Kernelization and parameterized complexity of star editing and union editing

Abstract

The NP-hard STAR EDITING problem has as input a graph G = (V, E) with edges colored red and black and two positive integers k1 and k 2, and determines whether one can recolor at most k1 black edges to red and at most k2 red edges to black, such that the resulting graph has an induced subgraph whose edge set is exactly the set of black edges. A generalization of STAR EDITING is UNION EDITING, which, given a hypergraph H with the vertices colored by red and black and two positive integers k1 and k2, determines whether one can recolor at most k1 black vertices to red and at most k2 red vertices to black, such that the set of red vertices becomes exactly the union of some hyperedges. STAR EDITING is equivalent to UNION EDITING when the maximum degree of H is bounded by 2. Both problems are NP-hard and have applications in chemical analytics.
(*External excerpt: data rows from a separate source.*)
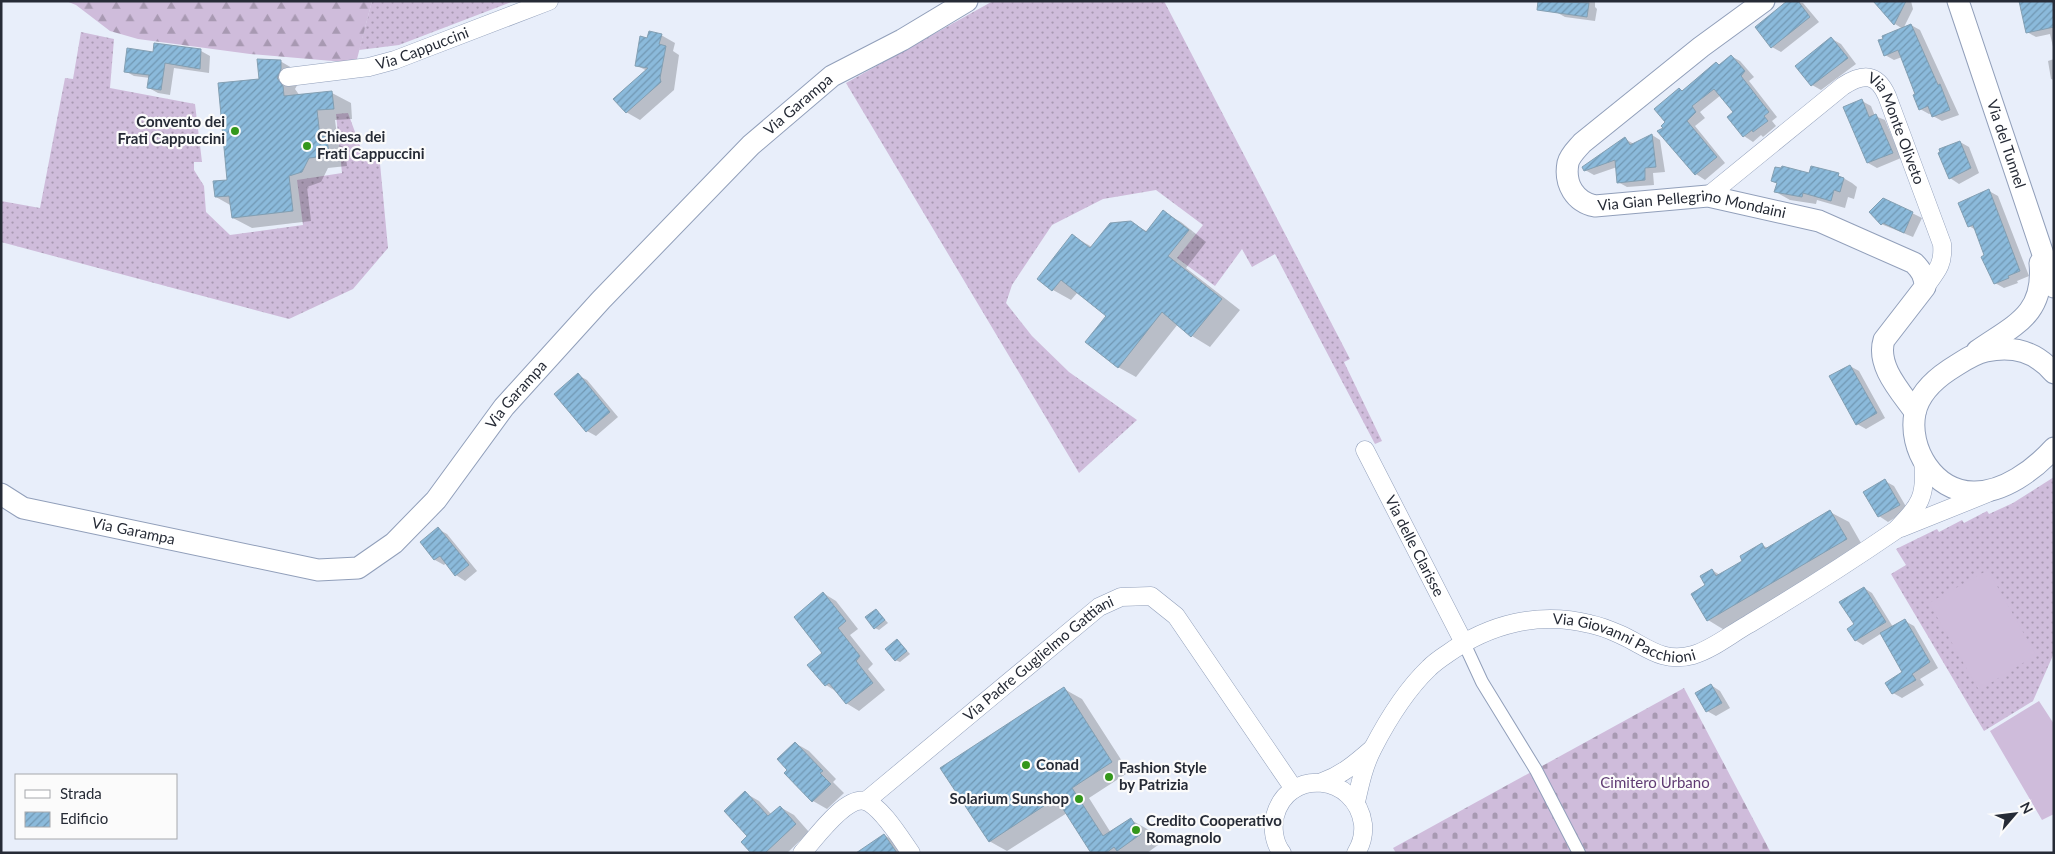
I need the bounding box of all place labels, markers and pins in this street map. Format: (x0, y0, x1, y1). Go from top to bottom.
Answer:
place label: Convento dei Frati Cappuccini (117, 112, 225, 147)
marker: Convento dei Frati Cappuccini (229, 125, 241, 137)
place label: Chiesa dei Frati Cappuccini (317, 127, 425, 162)
marker: Chiesa dei Frati Cappuccini (301, 140, 313, 152)
place label: Conad (1036, 755, 1079, 773)
place label: Fashion Style by Patrizia (1119, 758, 1207, 793)
marker: Conad (1020, 759, 1032, 771)
marker: Fashion Style by Patrizia (1103, 771, 1115, 783)
place label: Solarium Sunshop (950, 789, 1069, 807)
marker: Solarium Sunshop (1073, 793, 1085, 805)
place label: Credito Cooperativo Romagnolo (1146, 811, 1282, 846)
marker: Credito Cooperativo Romagnolo (1130, 824, 1142, 836)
Damaschke and Molokov [WADS 2011] introduced another version of STAR EDITING, which has only one integer k in the input and asks for a solution of totally at most k recolorings, and proposed an O(k3)-edge kernel for this new version. We improve this bound to O(k2) and show that the O(k2)-bound is basically tight. Moreover, we also derive a kernel with O((k1 + k2)2) edges for Star Editing. Fixed-parameter intractability results are achieved for Star Editing parameterized by any one of k1 and k2. Finally, we extend and complete the parameterized complexity picture of UNION EDITING parameterized by k1 + k2. © Springer-Verlag 2012.